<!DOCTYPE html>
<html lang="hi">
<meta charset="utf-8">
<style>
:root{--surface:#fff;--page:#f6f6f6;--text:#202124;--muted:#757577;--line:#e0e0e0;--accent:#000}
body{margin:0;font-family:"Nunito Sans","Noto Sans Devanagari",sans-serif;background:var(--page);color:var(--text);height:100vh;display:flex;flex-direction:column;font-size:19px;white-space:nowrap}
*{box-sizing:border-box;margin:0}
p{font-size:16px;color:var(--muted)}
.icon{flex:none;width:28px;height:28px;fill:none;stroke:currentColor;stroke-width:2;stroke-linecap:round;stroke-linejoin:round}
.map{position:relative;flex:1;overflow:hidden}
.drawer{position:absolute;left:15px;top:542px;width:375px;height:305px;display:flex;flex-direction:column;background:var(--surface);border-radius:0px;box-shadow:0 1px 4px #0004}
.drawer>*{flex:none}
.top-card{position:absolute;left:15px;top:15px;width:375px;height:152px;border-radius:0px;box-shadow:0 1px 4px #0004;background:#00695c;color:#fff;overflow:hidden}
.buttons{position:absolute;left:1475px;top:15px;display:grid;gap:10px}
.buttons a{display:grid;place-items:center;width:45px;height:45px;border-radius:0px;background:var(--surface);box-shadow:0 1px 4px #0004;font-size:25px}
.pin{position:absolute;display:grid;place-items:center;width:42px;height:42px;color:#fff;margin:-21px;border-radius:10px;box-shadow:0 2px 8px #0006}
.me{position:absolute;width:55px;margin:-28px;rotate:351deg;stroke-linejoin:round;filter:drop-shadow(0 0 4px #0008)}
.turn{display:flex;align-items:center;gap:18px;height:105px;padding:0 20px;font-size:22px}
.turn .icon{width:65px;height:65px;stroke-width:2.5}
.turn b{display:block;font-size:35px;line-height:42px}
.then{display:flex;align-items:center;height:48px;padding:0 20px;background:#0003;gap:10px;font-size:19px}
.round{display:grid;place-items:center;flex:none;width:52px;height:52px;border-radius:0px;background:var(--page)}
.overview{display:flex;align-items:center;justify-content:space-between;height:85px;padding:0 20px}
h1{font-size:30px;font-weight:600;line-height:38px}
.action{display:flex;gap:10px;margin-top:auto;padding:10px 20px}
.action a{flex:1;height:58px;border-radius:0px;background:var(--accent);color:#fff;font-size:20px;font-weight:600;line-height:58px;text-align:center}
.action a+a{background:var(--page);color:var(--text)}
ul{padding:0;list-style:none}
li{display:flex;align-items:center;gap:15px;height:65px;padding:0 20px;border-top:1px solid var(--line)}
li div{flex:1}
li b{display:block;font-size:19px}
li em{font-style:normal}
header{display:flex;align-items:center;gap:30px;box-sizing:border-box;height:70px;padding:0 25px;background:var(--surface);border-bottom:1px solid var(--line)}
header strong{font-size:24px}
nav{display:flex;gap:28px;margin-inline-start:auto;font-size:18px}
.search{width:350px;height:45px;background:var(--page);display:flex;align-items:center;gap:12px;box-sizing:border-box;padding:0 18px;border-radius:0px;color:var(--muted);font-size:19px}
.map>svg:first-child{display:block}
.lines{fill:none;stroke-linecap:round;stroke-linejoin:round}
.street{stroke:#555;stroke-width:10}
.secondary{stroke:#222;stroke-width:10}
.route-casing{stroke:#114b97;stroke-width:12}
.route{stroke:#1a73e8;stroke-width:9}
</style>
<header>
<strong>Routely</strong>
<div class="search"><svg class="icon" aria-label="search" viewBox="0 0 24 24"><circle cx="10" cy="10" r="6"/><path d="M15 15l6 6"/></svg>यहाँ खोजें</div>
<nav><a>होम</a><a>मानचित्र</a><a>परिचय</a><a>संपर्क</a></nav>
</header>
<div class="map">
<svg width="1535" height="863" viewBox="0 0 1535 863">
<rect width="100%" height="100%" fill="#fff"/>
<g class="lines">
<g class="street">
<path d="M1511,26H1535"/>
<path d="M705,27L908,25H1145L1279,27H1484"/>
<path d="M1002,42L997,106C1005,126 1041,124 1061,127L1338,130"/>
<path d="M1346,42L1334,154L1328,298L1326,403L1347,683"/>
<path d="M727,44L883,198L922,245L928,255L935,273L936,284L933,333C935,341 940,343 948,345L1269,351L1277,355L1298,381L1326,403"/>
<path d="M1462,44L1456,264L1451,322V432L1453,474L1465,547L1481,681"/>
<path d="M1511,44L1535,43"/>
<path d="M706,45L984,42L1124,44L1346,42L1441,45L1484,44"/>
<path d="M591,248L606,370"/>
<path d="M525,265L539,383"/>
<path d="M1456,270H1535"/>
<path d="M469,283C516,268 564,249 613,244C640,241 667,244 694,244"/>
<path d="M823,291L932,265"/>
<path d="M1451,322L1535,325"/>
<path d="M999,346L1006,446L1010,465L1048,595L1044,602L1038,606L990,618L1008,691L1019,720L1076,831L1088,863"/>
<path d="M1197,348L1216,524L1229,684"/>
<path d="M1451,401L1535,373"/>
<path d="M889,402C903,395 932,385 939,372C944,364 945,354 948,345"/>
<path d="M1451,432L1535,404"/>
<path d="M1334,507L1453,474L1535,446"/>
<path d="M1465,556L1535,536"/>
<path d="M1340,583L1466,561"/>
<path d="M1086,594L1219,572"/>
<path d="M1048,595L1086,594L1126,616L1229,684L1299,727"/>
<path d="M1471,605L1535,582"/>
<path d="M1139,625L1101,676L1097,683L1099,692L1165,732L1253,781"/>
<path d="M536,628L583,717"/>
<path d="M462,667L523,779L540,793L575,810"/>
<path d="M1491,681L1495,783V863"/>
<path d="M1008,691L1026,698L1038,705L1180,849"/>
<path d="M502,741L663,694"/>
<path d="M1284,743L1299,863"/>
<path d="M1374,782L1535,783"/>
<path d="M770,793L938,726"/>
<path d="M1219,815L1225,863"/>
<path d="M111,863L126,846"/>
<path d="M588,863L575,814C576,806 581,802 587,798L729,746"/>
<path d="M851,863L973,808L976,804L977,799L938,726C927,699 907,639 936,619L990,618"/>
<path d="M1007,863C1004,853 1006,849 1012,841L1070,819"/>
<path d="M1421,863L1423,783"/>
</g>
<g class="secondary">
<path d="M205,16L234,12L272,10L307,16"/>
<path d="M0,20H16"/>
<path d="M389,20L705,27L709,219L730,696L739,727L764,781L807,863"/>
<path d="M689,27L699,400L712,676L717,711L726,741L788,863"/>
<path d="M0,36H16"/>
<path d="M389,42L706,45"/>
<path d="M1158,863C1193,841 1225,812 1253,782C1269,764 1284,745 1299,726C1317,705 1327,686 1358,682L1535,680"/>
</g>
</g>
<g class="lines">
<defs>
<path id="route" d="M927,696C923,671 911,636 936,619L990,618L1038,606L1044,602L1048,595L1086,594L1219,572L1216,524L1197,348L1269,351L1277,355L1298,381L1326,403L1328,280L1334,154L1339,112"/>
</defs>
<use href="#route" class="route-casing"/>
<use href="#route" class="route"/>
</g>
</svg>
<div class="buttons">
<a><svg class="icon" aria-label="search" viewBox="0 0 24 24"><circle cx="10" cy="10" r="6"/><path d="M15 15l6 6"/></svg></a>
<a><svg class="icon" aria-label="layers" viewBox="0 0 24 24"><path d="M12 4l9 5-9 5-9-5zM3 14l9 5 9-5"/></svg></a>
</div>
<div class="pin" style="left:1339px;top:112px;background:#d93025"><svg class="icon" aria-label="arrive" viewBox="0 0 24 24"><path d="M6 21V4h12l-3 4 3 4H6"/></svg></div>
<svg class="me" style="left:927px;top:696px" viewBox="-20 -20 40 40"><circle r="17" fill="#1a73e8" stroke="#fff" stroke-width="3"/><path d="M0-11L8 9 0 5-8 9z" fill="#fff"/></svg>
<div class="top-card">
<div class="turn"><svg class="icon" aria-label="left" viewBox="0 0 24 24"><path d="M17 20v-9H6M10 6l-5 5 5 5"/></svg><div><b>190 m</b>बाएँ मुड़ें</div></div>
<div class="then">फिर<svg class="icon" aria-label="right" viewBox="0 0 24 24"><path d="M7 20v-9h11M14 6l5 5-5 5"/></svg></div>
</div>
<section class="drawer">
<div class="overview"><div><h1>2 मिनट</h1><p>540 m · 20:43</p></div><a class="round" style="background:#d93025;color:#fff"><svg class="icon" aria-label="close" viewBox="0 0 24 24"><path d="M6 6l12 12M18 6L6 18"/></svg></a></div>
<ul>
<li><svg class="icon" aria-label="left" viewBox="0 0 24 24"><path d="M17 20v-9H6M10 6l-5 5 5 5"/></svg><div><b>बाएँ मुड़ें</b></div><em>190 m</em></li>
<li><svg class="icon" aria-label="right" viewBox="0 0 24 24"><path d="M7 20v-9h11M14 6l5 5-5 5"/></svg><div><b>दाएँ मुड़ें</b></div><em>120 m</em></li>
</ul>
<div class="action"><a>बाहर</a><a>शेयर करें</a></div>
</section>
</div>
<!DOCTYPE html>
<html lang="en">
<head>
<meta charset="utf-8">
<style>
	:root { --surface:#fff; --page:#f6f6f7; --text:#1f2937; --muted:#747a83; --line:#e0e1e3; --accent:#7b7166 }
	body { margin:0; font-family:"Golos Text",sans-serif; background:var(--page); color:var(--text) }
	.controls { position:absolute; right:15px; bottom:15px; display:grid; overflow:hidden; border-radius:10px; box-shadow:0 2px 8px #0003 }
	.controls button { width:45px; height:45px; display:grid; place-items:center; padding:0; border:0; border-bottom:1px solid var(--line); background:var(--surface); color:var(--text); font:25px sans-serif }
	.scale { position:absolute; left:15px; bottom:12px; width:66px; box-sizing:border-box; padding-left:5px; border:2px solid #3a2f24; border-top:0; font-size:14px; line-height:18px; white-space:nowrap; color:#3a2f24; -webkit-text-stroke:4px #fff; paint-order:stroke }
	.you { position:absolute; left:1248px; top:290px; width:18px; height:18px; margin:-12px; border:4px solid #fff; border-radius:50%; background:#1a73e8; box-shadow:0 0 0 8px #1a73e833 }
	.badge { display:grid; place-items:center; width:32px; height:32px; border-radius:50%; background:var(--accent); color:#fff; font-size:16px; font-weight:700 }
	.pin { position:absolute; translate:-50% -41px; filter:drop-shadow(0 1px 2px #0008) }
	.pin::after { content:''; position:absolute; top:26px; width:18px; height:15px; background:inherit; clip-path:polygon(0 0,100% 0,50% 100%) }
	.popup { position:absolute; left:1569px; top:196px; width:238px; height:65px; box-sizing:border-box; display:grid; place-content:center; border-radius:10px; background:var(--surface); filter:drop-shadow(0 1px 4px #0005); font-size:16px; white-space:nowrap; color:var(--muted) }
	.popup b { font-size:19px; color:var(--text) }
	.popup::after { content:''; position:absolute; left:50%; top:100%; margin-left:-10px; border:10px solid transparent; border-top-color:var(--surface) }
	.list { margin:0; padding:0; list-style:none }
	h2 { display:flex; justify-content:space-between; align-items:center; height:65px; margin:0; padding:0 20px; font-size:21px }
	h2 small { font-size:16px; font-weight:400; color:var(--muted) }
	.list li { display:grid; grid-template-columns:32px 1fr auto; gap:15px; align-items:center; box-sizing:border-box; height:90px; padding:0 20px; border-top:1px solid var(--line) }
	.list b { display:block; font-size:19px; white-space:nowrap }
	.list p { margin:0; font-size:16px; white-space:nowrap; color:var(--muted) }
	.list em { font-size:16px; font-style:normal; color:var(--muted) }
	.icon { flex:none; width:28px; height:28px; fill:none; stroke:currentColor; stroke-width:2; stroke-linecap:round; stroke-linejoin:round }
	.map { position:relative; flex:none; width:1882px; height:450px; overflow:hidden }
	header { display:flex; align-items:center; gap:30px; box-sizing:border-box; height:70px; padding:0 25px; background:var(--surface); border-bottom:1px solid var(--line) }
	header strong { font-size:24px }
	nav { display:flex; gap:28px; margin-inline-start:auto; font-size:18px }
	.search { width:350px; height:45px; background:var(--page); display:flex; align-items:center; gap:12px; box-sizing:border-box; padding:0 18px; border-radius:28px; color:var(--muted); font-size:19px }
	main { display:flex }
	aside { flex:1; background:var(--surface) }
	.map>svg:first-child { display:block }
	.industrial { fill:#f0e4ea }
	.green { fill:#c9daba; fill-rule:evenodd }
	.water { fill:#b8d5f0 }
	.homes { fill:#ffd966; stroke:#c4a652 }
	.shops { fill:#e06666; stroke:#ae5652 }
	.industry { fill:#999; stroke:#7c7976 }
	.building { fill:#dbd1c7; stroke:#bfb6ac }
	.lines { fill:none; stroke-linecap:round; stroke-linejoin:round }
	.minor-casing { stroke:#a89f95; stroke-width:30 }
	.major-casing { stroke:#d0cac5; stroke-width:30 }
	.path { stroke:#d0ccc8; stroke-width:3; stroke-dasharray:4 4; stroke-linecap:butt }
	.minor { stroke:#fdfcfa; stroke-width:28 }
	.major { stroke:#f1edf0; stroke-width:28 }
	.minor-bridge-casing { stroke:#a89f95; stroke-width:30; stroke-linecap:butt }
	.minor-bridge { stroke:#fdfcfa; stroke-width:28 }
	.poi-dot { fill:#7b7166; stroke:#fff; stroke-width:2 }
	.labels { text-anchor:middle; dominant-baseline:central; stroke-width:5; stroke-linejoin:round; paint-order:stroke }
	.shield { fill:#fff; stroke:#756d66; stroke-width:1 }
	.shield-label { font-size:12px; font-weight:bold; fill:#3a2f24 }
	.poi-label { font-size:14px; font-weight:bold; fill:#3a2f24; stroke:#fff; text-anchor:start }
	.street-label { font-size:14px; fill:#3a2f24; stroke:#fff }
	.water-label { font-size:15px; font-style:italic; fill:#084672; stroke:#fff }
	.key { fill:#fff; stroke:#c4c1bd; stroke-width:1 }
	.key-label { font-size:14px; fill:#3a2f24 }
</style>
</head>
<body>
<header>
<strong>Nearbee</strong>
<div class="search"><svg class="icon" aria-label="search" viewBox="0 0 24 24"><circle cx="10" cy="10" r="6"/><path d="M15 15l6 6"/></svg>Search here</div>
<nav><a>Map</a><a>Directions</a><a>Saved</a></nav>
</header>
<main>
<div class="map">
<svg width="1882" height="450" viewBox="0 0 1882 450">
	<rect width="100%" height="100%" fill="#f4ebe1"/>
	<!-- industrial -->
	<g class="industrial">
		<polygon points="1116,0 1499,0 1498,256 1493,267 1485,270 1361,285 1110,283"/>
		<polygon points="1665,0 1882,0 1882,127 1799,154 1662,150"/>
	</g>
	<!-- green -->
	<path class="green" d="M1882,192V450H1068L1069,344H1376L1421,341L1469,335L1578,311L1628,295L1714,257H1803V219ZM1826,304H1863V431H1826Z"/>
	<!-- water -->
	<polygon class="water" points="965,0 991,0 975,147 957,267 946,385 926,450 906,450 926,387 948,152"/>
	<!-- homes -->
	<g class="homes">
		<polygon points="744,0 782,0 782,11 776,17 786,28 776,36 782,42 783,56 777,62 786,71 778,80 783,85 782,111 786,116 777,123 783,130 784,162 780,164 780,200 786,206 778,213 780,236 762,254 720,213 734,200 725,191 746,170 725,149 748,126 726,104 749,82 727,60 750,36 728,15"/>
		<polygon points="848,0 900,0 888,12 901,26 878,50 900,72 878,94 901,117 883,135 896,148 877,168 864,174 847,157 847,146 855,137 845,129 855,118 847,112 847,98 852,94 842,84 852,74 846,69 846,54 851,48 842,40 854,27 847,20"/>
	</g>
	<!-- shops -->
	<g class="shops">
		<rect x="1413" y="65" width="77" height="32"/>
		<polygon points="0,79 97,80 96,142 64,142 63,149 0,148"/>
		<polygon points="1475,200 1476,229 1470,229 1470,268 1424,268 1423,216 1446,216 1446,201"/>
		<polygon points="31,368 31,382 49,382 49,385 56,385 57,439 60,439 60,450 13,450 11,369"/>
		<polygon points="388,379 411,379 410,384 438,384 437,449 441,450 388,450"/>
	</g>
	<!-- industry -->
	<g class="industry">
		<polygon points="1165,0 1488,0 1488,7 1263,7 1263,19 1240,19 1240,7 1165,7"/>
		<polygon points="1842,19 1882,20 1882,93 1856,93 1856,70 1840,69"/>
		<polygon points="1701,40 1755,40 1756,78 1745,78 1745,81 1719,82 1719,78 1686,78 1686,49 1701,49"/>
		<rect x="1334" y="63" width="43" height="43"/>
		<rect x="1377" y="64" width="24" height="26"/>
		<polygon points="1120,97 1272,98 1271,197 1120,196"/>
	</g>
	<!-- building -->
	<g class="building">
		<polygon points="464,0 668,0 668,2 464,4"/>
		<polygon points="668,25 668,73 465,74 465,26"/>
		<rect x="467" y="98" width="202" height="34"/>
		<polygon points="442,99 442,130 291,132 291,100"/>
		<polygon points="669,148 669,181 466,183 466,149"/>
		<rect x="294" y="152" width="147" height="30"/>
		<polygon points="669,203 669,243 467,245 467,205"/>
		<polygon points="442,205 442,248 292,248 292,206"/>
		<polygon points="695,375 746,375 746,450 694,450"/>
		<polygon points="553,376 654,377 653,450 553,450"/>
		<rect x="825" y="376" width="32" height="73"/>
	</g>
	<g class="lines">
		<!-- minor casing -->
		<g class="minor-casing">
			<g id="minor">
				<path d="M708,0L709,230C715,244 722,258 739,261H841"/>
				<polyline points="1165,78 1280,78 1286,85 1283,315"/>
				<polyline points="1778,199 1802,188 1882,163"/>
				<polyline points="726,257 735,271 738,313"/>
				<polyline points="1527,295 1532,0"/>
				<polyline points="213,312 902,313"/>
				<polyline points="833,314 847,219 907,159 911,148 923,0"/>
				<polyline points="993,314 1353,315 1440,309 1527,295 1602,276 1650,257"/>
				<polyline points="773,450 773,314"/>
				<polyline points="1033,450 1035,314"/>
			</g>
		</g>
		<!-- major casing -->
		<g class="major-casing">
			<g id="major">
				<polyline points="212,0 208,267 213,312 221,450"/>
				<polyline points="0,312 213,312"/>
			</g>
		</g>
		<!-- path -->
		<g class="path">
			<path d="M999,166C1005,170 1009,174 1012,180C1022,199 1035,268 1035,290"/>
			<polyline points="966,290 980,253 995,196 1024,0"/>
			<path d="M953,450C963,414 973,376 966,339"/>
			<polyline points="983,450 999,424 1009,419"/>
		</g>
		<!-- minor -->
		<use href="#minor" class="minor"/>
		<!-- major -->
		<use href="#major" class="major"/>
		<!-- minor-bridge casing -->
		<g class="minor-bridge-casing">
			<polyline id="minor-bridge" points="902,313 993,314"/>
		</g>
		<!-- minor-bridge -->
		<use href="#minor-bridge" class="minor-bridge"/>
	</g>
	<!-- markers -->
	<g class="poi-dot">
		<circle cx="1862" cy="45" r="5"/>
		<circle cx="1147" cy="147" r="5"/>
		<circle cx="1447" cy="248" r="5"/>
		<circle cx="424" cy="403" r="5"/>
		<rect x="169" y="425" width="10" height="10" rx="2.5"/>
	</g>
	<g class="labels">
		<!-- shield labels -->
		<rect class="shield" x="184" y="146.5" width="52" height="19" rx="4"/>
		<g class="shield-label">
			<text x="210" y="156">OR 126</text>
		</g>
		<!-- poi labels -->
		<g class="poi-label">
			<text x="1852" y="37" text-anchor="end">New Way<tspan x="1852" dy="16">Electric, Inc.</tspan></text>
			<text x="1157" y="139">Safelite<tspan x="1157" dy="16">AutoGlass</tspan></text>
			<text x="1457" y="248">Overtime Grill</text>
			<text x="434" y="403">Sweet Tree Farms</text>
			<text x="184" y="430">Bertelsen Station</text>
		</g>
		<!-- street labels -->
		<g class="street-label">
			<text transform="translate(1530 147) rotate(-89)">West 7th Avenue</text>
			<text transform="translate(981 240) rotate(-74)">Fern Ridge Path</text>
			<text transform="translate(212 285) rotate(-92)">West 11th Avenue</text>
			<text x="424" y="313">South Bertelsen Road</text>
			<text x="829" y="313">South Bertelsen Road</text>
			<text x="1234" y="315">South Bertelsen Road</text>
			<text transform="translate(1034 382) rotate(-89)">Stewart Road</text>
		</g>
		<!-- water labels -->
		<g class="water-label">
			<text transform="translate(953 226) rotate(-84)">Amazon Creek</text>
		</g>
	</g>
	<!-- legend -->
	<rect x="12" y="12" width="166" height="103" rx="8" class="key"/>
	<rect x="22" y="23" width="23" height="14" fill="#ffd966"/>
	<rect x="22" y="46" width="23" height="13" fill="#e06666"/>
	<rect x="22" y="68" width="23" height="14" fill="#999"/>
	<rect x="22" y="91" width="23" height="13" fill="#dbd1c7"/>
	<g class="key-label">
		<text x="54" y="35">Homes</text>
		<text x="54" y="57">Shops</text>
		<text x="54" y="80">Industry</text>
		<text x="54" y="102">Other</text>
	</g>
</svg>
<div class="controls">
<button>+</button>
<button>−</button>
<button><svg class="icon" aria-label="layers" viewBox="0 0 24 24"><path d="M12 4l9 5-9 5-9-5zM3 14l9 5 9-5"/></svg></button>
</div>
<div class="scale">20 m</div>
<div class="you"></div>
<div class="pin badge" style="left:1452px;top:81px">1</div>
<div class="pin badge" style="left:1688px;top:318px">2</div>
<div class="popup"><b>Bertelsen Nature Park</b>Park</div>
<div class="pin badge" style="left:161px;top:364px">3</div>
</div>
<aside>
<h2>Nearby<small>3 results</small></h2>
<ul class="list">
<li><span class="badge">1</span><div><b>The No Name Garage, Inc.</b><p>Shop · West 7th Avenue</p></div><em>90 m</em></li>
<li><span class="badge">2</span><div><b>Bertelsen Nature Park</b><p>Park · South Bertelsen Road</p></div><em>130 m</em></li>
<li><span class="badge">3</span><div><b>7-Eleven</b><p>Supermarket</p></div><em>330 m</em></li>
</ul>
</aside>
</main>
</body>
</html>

TASK
Each line above that contains "scale" must be copied out.

ANSWER AREA
	.scale { position:absolute; left:15px; bottom:12px; width:66px; box-sizing:border-box; padding-left:5px; border:2px solid #3a2f24; border-top:0; font-size:14px; line-height:18px; white-space:nowrap; color:#3a2f24; -webkit-text-stroke:4px #fff; paint-order:stroke }
<div class="scale">20 m</div>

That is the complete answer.